START Supplied data

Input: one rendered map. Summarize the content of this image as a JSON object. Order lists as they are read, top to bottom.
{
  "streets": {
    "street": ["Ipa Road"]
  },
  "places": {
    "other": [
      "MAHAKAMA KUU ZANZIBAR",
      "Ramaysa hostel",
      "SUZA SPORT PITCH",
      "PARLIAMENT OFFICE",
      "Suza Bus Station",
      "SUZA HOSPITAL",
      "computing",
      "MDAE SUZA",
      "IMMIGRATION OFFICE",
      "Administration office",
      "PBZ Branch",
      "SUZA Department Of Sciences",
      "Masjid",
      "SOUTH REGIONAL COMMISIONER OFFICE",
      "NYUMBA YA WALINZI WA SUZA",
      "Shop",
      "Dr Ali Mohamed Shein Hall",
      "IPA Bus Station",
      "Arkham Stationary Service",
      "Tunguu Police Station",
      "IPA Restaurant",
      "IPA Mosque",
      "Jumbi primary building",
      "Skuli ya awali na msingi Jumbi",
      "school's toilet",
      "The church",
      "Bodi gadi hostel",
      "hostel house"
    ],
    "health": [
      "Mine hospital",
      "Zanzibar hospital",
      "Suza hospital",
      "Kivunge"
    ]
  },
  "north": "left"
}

END Supplied data

→ Directions for this task: Write out the records shown above, exactly as they appear.

→ Response for this exercise:
Input: one rendered map. Summarize the content of this image as a JSON object. Order lists as they are read, top to bottom.
{
  "streets": {
    "street": ["Ipa Road"]
  },
  "places": {
    "other": [
      "MAHAKAMA KUU ZANZIBAR",
      "Ramaysa hostel",
      "SUZA SPORT PITCH",
      "PARLIAMENT OFFICE",
      "Suza Bus Station",
      "SUZA HOSPITAL",
      "computing",
      "MDAE SUZA",
      "IMMIGRATION OFFICE",
      "Administration office",
      "PBZ Branch",
      "SUZA Department Of Sciences",
      "Masjid",
      "SOUTH REGIONAL COMMISIONER OFFICE",
      "NYUMBA YA WALINZI WA SUZA",
      "Shop",
      "Dr Ali Mohamed Shein Hall",
      "IPA Bus Station",
      "Arkham Stationary Service",
      "Tunguu Police Station",
      "IPA Restaurant",
      "IPA Mosque",
      "Jumbi primary building",
      "Skuli ya awali na msingi Jumbi",
      "school's toilet",
      "The church",
      "Bodi gadi hostel",
      "hostel house"
    ],
    "health": [
      "Mine hospital",
      "Zanzibar hospital",
      "Suza hospital",
      "Kivunge"
    ]
  },
  "north": "left"
}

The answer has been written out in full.